The work that Professor Carla Laroche is doing – exploring the barriers that prevent underrepresented communities from gaining access to justice – is tailor-made to her interests and passions.
It didn’t always look so obvious but her journey in law made it clear.
“For me, knowing the law was important,” Laroche said. “It’s not just the law, but the impact the law has on people that we can’t ignore. And so I try to bring in that understanding to the classroom.”
Laroche’s arrival this fall at Tulane Law adds an innovative scholar to the law school’s faculty ranks, one interested in criminal justice reform, the intersection of gender and race in the criminal justice system, implicit bias, the restoration of voting rights, and diversity in the legal profession. This fall, she is teaching a criminal justice seminar and will teach Criminal Law, Evidence, and other related courses. She also is teaching the Prison Industrial Course to undergraduate students through the Murphy Institute.
“We are incredibly fortunate to have a scholar like Carla Laroche at Tulane Law School,” said Interim Dean Sally Richardson. “Her expertise on the role that race and gender play in the criminal justice system is an invaluable resource for our students and further strengthens Tulane’s long tradition in public interest law.”
Laroche has spent the past decade or more zoning in on her legal interests, shaped by her background as the daughter of Haitian immigrants who worked long hours in factory jobs during her childhood to ensure Laroche and her brother took full advantage of educational opportunities. Laroche embraced that ethic, too. She received her Bachelor’s degree from Princeton University, a Master’s in Public Policy from Harvard University, and her J.D. from Columbia Law School.

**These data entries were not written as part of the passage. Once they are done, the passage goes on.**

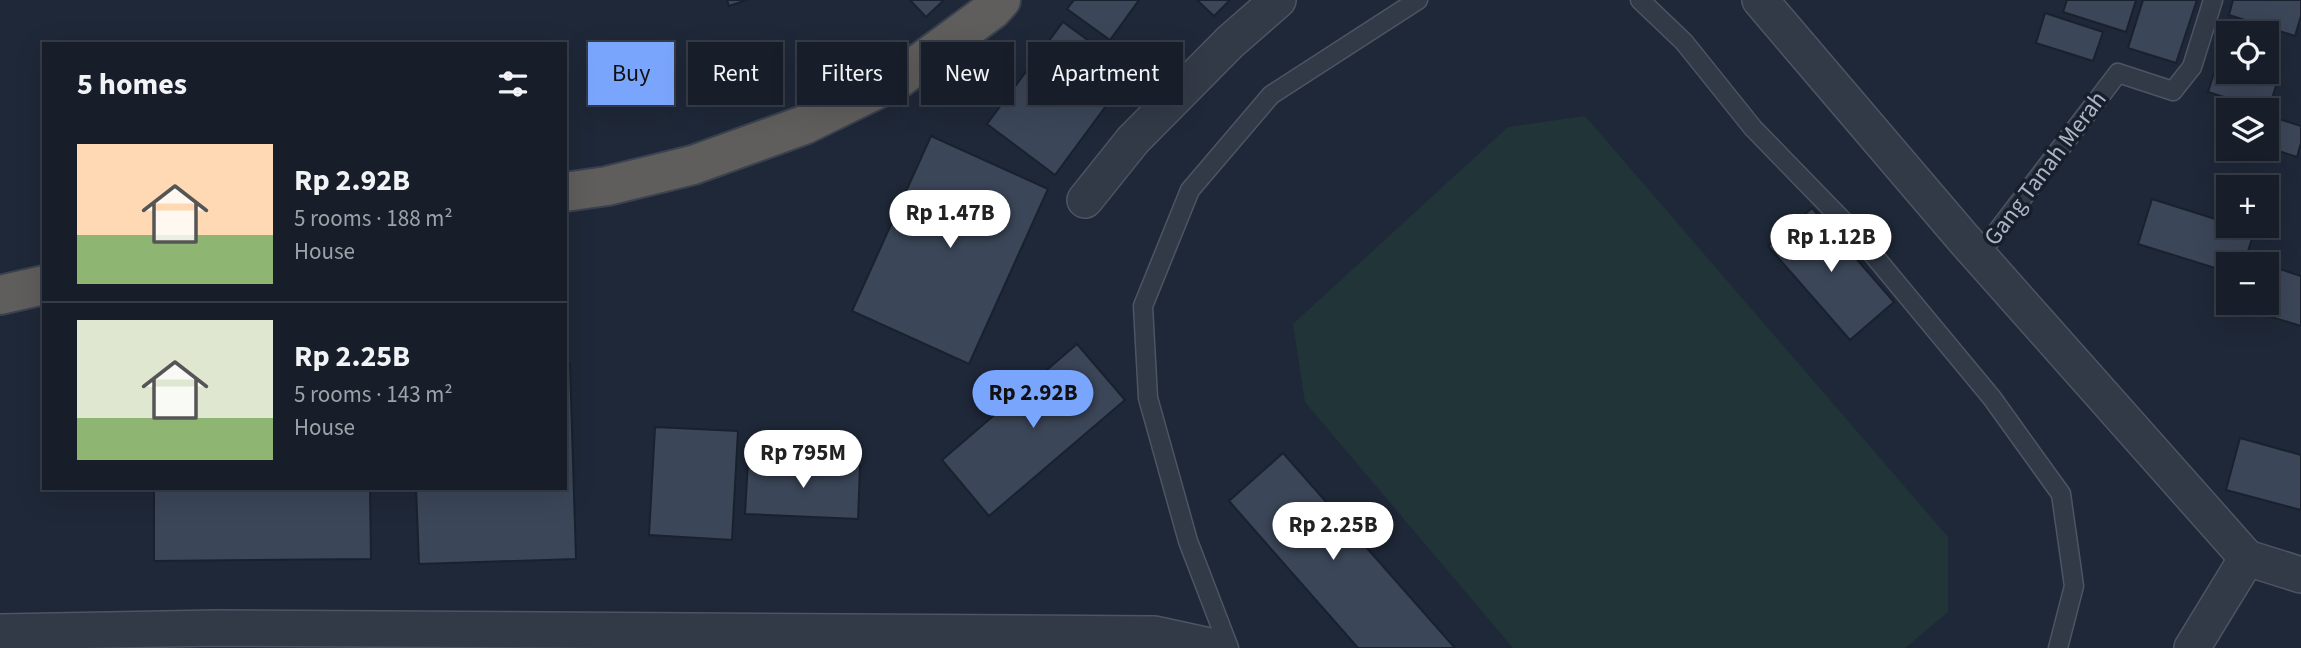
<!DOCTYPE html>
<meta charset="utf-8">
<style>
body{margin:0;font-family:"Source Sans 3",sans-serif;background:#242b36;color:#f1f3f6;height:100vh;display:flex;flex-direction:column;font-size:26px;white-space:nowrap}
*{box-sizing:border-box;margin:0}
p{font-size:23px;color:#9ea2a8}
.icon{flex:none;width:38px;height:38px;fill:none;stroke:currentColor;stroke-width:2;stroke-linecap:round;stroke-linejoin:round}
.map{position:relative;flex:1;overflow:hidden}
.details{position:absolute;left:42px;top:42px;width:525px;height:448px;display:flex;flex-direction:column;background:#171e2a;border-radius:0px;box-shadow:0 7px 28px #0002,0 0 0 2px #363c47}
.details>*{flex:none}
.top-card{position:absolute;left:588px;top:42px;width:665px;height:63px;display:flex;gap:14px}
.buttons{position:absolute;left:2216px;top:21px;display:grid;gap:14px}
.buttons a{display:grid;place-items:center;width:63px;height:63px;border-radius:0px;background:#171e2a;box-shadow:0 7px 28px #0002,0 0 0 2px #363c47;font-size:35px}
.price{position:absolute;translate:-50% -60px;padding:0 16px;border-radius:24px;background:#fff;color:#222;font-size:23px;line-height:46px;filter:drop-shadow(0 2px 4px #0008)}
.price::after{content:'';position:absolute;left:50%;top:42px;width:21px;height:16px;margin-left:-10px;background:inherit;clip-path:polygon(0 0,100% 0,50% 100%)}
.price.current{background:#7aa5fc;color:#111}
ul{padding:0;list-style:none}
li{display:flex;align-items:center;gap:21px;height:175px;padding:0 35px}
li+li{border-top:2px solid #363c47}
li span{display:grid;place-items:center;flex:none;width:196px;height:140px;border-radius:0px;color:#555}
li>.icon{margin-inline-start:auto}
span .icon{width:84px;height:84px;fill:#fffc;stroke-width:1}
li b{font-size:30px}
h2{display:flex;justify-content:space-between;align-items:center;height:84px;padding:0 35px;font-size:30px}
.pill{padding:0 24px;border-radius:0px;background:#171e2a;box-shadow:0 7px 28px #0002,0 0 0 2px #363c47;font-size:24px;line-height:63px}
.pill.current{background:#7aa5fc;color:#111}
.map>svg:first-child{display:block}
.green{fill:#213539}
.building{fill:#3b4658;stroke:#1a212e;stroke-width:2}
.lines{fill:none;stroke-linecap:round;stroke-linejoin:round}
.service-casing{stroke:#4d5563;stroke-width:21}
.minor-casing{stroke:#4d5563;stroke-width:38}
.trunk-casing{stroke:#3a424f;stroke-width:42}
.service{stroke:#323a48;stroke-width:18}
.minor{stroke:#323a48;stroke-width:35}
.trunk{stroke:#605e5c;stroke-width:38}
.labels{text-anchor:middle;stroke-width:7;stroke-linejoin:round;paint-order:stroke}
.street-label{font-size:24px;fill:#acb5c5;stroke:#181f2c}
</style>
<div class="map">
<svg width="2301" height="648" viewBox="0 0 2301 648">
<rect width="100%" height="100%" fill="#1f2838"/>
<path class="green" d="M1585,116l363,421v75l-43,36h-392l-208,-246 -12,-78 215,-197z"/>
<g class="building">
<path d="M727,0h20l-18,6z"/>
<path d="M910,0h34l-18,17z"/>
<path d="M1074,0h65l-29,40 -43,-31z"/>
<path d="M1197,0h33l-16,16z"/>
<path d="M2067,0h69l-10,32 -63,-20z"/>
<path d="M2143,0h54l-21,63 -48,-15z"/>
<path d="M2233,0h68v16l-6,20 -66,-21z"/>
<path d="M2045,13l58,19 -10,29 -57,-18z"/>
<path d="M1063,22l68,50 -76,103 -68,-51z"/>
<path d="M2221,51l7,3v18h38v-6l15,4 -13,41 -60,-19z"/>
<path d="M2226,102l25,8h-23v25l-12,-4z"/>
<path d="M2266,115l35,11v17l-4,14 -31,-10z"/>
<path d="M931,136l117,53 -79,175 -117,-53z"/>
<path d="M2152,199l76,24v3h7l19,6 -10,32h-16v8l-90,-28z"/>
<path d="M1812,208l82,94 -44,38 -82,-94z"/>
<path d="M2267,265l34,11v50l-49,-15 2,-8h12z"/>
<path d="M1077,344l48,56 -136,116 -47,-56z"/>
<path d="M565,364h5l6,195 -157,5 -3,-76h149z"/>
<path d="M655,427l83,4 -6,109 -83,-5z"/>
<path d="M2240,438l61,17v55l-75,-20z"/>
<path d="M1283,453l172,195h-97l-129,-147z"/>
<path d="M748,461l112,5 -2,53 -113,-5z"/>
<path d="M154,488h216l1,71 -217,2z"/>
</g>
<g class="lines">
<g class="service-casing">
<g id="service">
<path d="M1640,0l44,42 69,86 103,106 136,164 69,96 13,92 -16,62"/>
<path d="M1979,255l139,-182 55,18 19,-24 21,-67"/>
<path d="M1229,648l-41,-107 -40,-143 -5,-92 47,-116 81,-95 147,-95"/>
</g>
</g>
<g class="minor-casing">
<g id="minor">
<path d="M1760,0l203,238 284,320 54,17"/>
<path d="M1085,200l48,-60 97,-98 48,-42"/>
<path d="M0,632l217,-4 938,6 64,14"/>
<path d="M2192,648l55,-90"/>
</g>
</g>
<g class="trunk-casing">
<g id="trunk">
<path d="M565,192l42,-6 86,-21 111,-40 94,-46 94,-69 9,-10"/>
<path d="M0,295l44,-10"/>
</g>
</g>
<use href="#service" class="service"/>
<use href="#minor" class="minor"/>
<use href="#trunk" class="trunk"/>
</g>
<g class="labels">
<g class="street-label">
<text transform="translate(2045 168) rotate(-53)" y="8">Gang Tanah Merah</text>
</g>
</g>
</svg>
<div class="buttons">
<a><svg class="icon" aria-label="locate" viewBox="0 0 24 24"><circle cx="12" cy="12" r="6"/><path d="M12 2v4M12 18v4M2 12h4M18 12h4"/></svg></a>
<a><svg class="icon" aria-label="layers" viewBox="0 0 24 24"><path d="M12 4l9 5-9 5-9-5zM3 14l9 5 9-5"/></svg></a>
<a>+</a>
<a>−</a>
</div>
<b class="price" style="left:950px;top:250px">Rp 1.47B</b>
<b class="price" style="left:1831px;top:274px">Rp 1.12B</b>
<b class="price current" style="left:1033px;top:430px">Rp 2.92B</b>
<b class="price" style="left:803px;top:490px">Rp 795M</b>
<b class="price" style="left:1333px;top:562px">Rp 2.25B</b>
<div class="top-card">
<a class="pill current">Buy</a>
<a class="pill">Rent</a>
<a class="pill">Filters</a>
<a class="pill">New</a>
<a class="pill">Apartment</a>
</div>
<section class="details">
<h2>5 homes<svg class="icon" aria-label="filters" viewBox="0 0 24 24"><path d="M4 7h16M4 17h16"/><circle cx="9" cy="7" r="2"/><circle cx="15" cy="17" r="2"/></svg></h2>
<ul>
<li><span style="background:linear-gradient(#ffd9b3 65%,#8fb573 0)"><svg class="icon" aria-label="home" viewBox="0 0 24 24"><path d="M3 11l9-7 9 7M6 9v11h12V9"/></svg></span><div><b>Rp 2.92B</b><p>5 rooms · 188 m²</p><p>House</p></div></li>
<li><span style="background:linear-gradient(#dfe7d0 70%,#8fb573 0)"><svg class="icon" aria-label="home" viewBox="0 0 24 24"><path d="M3 11l9-7 9 7M6 9v11h12V9"/></svg></span><div><b>Rp 2.25B</b><p>5 rooms · 143 m²</p><p>House</p></div></li>
</ul>
</section>
</div>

One of her mentors at Columbia Law School, in an alumni profile a few years ago, called her the “definition of a 21st century lawyer” who was “not stuck in any lane” but was led by her personal and professional values.

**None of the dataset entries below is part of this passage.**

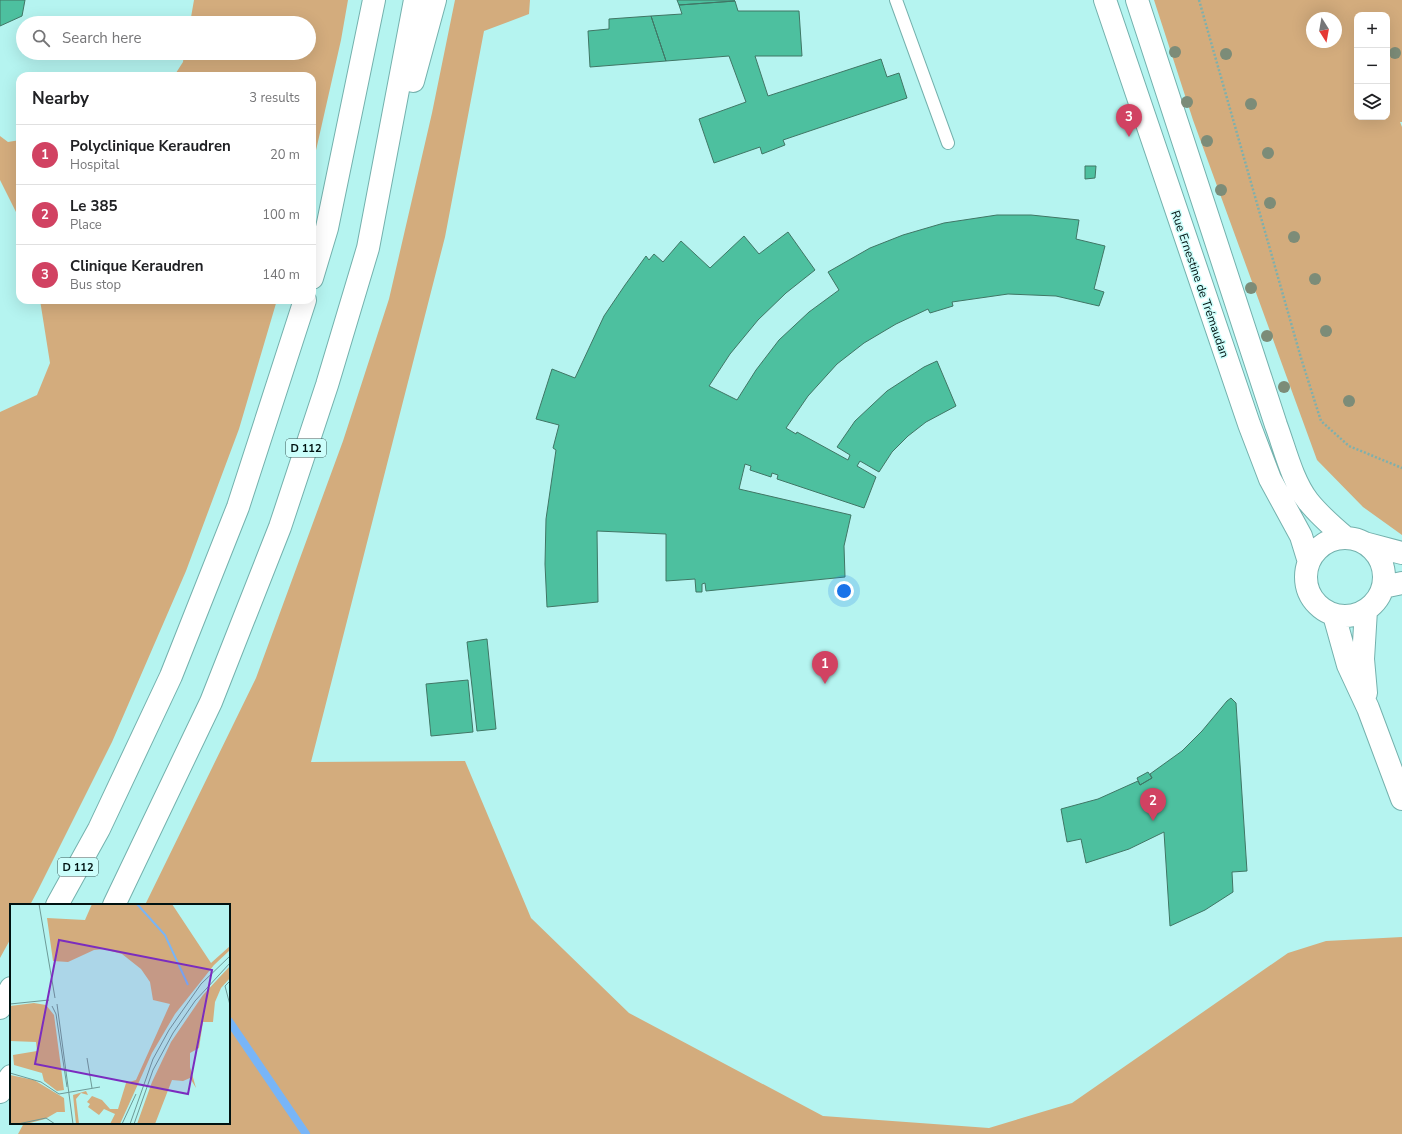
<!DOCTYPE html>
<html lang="en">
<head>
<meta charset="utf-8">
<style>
	:root { --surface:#fff; --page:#f2f2f2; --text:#202124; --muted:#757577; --line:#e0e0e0; --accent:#d14262 }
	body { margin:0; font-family:"Nunito Sans",sans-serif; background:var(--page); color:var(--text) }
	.controls { position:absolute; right:12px; top:12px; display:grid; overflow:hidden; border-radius:8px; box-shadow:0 4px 16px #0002 }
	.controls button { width:36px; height:36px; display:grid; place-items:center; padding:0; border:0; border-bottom:1px solid var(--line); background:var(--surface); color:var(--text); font:20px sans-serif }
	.compass { position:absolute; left:1306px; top:12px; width:36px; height:36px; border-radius:50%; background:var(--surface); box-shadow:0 4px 16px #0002; rotate:169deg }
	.you { position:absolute; left:844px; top:591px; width:14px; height:14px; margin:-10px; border:3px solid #fff; border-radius:50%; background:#1a73e8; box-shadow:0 0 0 6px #1a73e833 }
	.badge { display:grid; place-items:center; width:26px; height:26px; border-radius:50%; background:var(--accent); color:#fff; font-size:13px; font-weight:700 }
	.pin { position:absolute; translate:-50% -33px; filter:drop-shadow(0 1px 2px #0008) }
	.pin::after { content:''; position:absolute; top:21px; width:14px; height:12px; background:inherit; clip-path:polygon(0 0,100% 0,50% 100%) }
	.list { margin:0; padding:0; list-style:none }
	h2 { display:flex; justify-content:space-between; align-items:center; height:52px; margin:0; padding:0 16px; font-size:17px }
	h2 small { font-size:13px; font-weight:400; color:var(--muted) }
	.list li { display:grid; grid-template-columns:26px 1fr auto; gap:12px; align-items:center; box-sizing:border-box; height:60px; padding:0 16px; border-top:1px solid var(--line) }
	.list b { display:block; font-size:15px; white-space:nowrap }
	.list p { margin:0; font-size:13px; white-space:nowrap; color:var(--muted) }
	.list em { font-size:13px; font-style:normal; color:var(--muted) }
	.icon { flex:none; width:22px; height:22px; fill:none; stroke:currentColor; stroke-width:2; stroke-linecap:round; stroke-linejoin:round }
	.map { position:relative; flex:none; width:1402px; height:1134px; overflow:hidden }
	.search { position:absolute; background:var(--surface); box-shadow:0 4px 16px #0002; left:16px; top:16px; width:300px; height:44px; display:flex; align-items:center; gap:10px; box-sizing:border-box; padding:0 14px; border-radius:22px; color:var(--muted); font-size:15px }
	.panel { position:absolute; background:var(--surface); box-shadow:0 4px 16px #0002; left:16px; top:72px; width:300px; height:232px; border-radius:12px }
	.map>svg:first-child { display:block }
</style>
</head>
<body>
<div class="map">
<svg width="1402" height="1134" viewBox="0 0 1402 1134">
	<rect width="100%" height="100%" fill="#b5f4f0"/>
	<path fill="#d3ac7d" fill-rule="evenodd" d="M194,0H348L341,40L312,168V76H174L183,62L184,53H309V23H190Z
		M455,0H530L529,14L484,31L445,237L311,762L465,761L531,918L629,1013L823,1116L989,1128L1072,1103L1288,953L1326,941L1402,937V1134H18L24,1123H229V905H145L256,678L343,441L389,299L432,113Z
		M1154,0H1402V122H1400L1402,127V535L1363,507L1317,460L1193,120ZM1357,15H1387V117H1357ZM1312,18H1336V42H1312Z
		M0,136L8,142L20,140V220L0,180Z
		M40,300H277L239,429L186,571L112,742L38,890L30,905H11V938L0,958V412L37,395L50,363Z"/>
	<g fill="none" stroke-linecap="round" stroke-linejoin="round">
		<path stroke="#78b5f7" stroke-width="8" d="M229,1021L306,1134"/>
	</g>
	<path fill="#4dc09f" stroke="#407665" d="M0,0H25L22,16L0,26Z
		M677,0H734L735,1L679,5Z
		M735,1L738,11H799L802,56H755L768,96L881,59L887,77L899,73L907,98L783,140L785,145L762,154L760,147L714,163L699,119L746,102L729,56L666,61L651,16L682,14L679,5Z
		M651,16L666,61L590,67L588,31L609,29V19Z
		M1085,166H1096L1095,178L1085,179Z
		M997,215H1031L1079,220L1076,239L1105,246L1094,289L1104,292L1099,306L1056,296L1008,294L952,302L953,306L930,313L928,309L896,324L864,343L837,364L808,396L786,428L796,434L797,432L848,460L850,455L837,447L855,421L887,391L924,367L937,361L956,406L926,422L908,436L892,452L879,472L860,461L857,466L876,477L864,508L777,479L778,475L772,473L771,477L750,470L751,466L745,464L739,489L851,515L844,546L845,577L706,591L705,583L702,584V592H696L695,579L666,581V534L597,531L598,602L547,607L545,564L546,519L556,450L553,448L559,425L536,419L552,369L575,378L604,316L625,285L646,256L649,260L654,254L663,262L681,241L710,268L744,236L759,254L788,232L815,270L786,293L758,320L730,354L709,386L737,400L756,370L779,340L809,312L839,290L828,272L870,248L903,235L944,223Z
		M487,639L496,729L477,731L467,642Z
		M468,680L473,732L431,736L426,684Z
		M1231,698L1236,703L1247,871L1232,872L1233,892L1205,910L1170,926L1164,832L1129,849L1086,863L1081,839L1067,842L1061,809L1098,799L1138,781L1140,785L1152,778L1150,774L1182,751L1202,731L1227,701Z
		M1148,772L1152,778L1140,785L1137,778Z"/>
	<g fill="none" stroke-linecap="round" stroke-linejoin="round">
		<defs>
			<path id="service" d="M896,0L948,143"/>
			<path id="tertiary" d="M1105,0L1249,424L1270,479L1301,536L1309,562
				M1137,0L1276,425C1285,449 1292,480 1308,501C1319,515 1333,527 1346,538
				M1306 577a39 39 0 1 1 78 0a39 39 0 1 1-78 0Z
				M1364,543L1402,553
				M1383,587L1402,583
				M1366,610L1363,659L1366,693
				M1334,615L1348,665L1368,708L1402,799"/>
			<path id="trunk" d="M413,81L435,0
				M312,278L327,228L374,0
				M57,905L99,829L171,676L238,507L305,300
				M114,905L211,702L280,527L327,385L368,248L415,0
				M0,1008L11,988
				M0,1092L11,1076"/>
		</defs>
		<use href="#service" stroke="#74b1ad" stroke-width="14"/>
		<use href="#tertiary" stroke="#74b1ad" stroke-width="24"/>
		<use href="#trunk" stroke="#74b1ad" stroke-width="24"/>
		<path stroke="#7eb0ad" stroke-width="2.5" stroke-dasharray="2 2" stroke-linecap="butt" d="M1199,0L1301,358L1321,421L1349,446L1402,468"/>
		<use href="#service" stroke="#fff" stroke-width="12"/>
		<use href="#tertiary" stroke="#fff" stroke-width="22"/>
		<use href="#trunk" stroke="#fff" stroke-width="22"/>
	</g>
	<g fill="#7c8c78">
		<circle cx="1175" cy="52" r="6"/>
		<circle cx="1395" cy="53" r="6"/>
		<circle cx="1226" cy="54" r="6"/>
		<circle cx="1187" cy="102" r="6"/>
		<circle cx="1251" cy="104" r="6"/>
		<circle cx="1207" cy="141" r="6"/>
		<circle cx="1268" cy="153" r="6"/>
		<circle cx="1221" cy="190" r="6"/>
		<circle cx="1270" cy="203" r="6"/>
		<circle cx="1294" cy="237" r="6"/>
		<circle cx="1315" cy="279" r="6"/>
		<circle cx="1251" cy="288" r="6"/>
		<circle cx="1326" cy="331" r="6"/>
		<circle cx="1267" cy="336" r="6"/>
		<circle cx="1284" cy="387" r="6"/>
		<circle cx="1349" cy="401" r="6"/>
	</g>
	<g text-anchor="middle" stroke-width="3" stroke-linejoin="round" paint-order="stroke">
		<g fill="#ccfefb" stroke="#3d5957" stroke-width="1">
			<rect x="286" y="439" width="40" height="18" rx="3"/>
			<rect x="58" y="858" width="40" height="18" rx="3"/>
		</g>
		<g font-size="11" font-weight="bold" fill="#001211">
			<text x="306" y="452">D 112</text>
			<text x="78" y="871">D 112</text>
		</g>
		<g font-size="12" fill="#001211" stroke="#ccfefb">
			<text transform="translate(1200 284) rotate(71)" y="4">Rue Ernestine de Trémaudan</text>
		</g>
	</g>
	<g transform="translate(10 904)">
		<rect width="220" height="220" fill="#b5f4f0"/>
		<path d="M82,0H162L201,59L220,42V46L204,61L165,110L142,149L110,220H100L105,210L94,205L89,211L78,203L80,200L77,198L82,192L92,196L100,205H108L116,179L126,176L160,100L143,96L140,78L131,65L112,50L94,45L84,46L58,58L43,57L37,14L75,16ZM220,62V74L211,84L205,98L203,118H193L189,144L180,149V163L186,184L180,174L173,177L162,176L145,220H127L142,178L161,138L193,91ZM24,99L36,101L44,111L54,186L47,187L34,177L32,169L4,161L3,151L27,147L26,138L0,137V102ZM0,171L24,176L54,194L55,208H47L35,215L16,220H0ZM76,187L78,191L71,189L66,195L69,220H66L63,191Z" fill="#d3ac7d"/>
		<path fill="none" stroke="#78b5f7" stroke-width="2" d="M127,0L155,31L178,81"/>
		<path fill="none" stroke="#6d9a97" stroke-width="1" d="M29,0L45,94M220,77L215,82L220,101M0,100L39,96M47,100L63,220M42,102L46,110L57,183M77,154L82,184M0,169L31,178L49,190L90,183M8,220L36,214L45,220M112,220L126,190M120,220L143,155L159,126L191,80L220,52M124,220L143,166L163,129L185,97L220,59"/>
		<path fill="#7b2cbf" fill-opacity="0.15" stroke="#7b2cbf" stroke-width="2" d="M49,36L202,66L178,190L25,160Z"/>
		<rect width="220" height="220" fill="none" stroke="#001211" stroke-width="2"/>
	</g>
</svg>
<div class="controls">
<button>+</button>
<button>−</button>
<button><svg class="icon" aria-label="layers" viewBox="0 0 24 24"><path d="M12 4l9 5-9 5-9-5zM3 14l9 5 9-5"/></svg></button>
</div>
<svg class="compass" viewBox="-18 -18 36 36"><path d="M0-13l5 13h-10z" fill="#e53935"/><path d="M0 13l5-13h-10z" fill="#757577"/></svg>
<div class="you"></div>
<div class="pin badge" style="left:825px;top:684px">1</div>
<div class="pin badge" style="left:1153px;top:821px">2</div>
<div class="pin badge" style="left:1129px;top:137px">3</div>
<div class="search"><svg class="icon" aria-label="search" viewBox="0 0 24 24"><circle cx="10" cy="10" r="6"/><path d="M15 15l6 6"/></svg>Search here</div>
<section class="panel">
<h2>Nearby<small>3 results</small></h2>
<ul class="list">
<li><span class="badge">1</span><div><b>Polyclinique Keraudren</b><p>Hospital</p></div><em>20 m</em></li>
<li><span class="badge">2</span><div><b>Le 385</b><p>Place</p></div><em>100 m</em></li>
<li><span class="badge">3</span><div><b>Clinique Keraudren</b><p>Bus stop</p></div><em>140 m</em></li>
</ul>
</section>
</div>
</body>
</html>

“I have never wanted to be stuck in a particular box if I really was interested in something unexpected,” said Laroche.
At Tulane, Laroche is the Felder-Fayard Associate Professor of Law and her scholarship addresses barriers to access to justice. Before arriving at Tulane, she was at the Washington & Lee University School of Law, where she was an Associate Clinical Professor, founding and directing the Civil Rights and Racial Justice Clinic.
In a career marked by a great variety of interests, Laroche has been an advocate for children who are incarcerated, a teacher in Tanzania, and was able to learn through different legal opportunities ways to use her legal skills effectively. She clerked for a federal judge in Florida, who “loved the law, loved what he did and hired clerks who also loved the law,” she said, and who taught her so much.
She did a brief stint in Big Law after law school, and later became a fellow at the Southern Poverty Law Center (SPLC) in Tallahassee, Florida, where she focused on mass incarceration, criminal law policies, and the impact of legal systems on adults and children. She also took on Florida’s notorious laws that kept those with criminal records from voting. During her time at SPLC and the Gender and Family Justice Clinic, which she founded at Florida State University College of Law, Laroche collaborated with organizations that led the advocacy and protection of the passage of Amendment 4, a 2018 state constitutional ballot initiative that "restores the voting rights of Floridians with felony convictions after they complete all terms of their sentence including parole or probation.”
In an article she wrote and published last year in the Boston University Law Review, “Black Women and Voter Suppression,” Laroche explains that voting disenfranchisement is another way that incarceration impacts families, especially Black families.
“Black women who are eligible to vote do so at consistently high rates during elections in the United States. For thousands of Black women, however, racism, sexism, and criminal convictions intersect to require them to navigate a maze of laws and policies that keep them from voting. With the alarming rate of convictions and incarceration of Black women, criminal law intersects with civil rights to bar their involvement in the electoral process. This voting ban is known as felony disenfranchisement, but it amounts to voter suppression.”
Laroche, in her writing and in her teaching, isn’t afraid to expose the difficult truths of systemic disenfranchisement of communities of color.
She was especially excited to join the faculty at Tulane, in a city like New Orleans, because of the community’s long-standing history of advocacy for criminal justice reform. She noted that Tulane’s legal clinics were looking at issues that she cared about, and that scholars in the law faculty were writing about areas of law that intersect with her own interests.
And as a Black law scholar, she understands how important it is for students to see her in the classroom, as a tenure-track professor. Laroche said has plans beyond her own courses to have an impact. Early in the semester, she attended the lunches of almost every affinity group affiliated with Tulane Law, connecting with students outside her classes.
She is active with organizations beyond Tulane as well, including the Association of American Law Schools, where she is a member of the executive committee of the Criminal Law Section, and the American Bar Association, serving on the Council of the Criminal Justice Section, co-chair of the Women in Criminal Justice Task Force, and a board member of the Center for Human Rights.
“I look forward to furthering my scholarship, teaching, and service at Tulane. I will continue to work on exposing how certain communities must access their rights differently and work with others to address these issues.”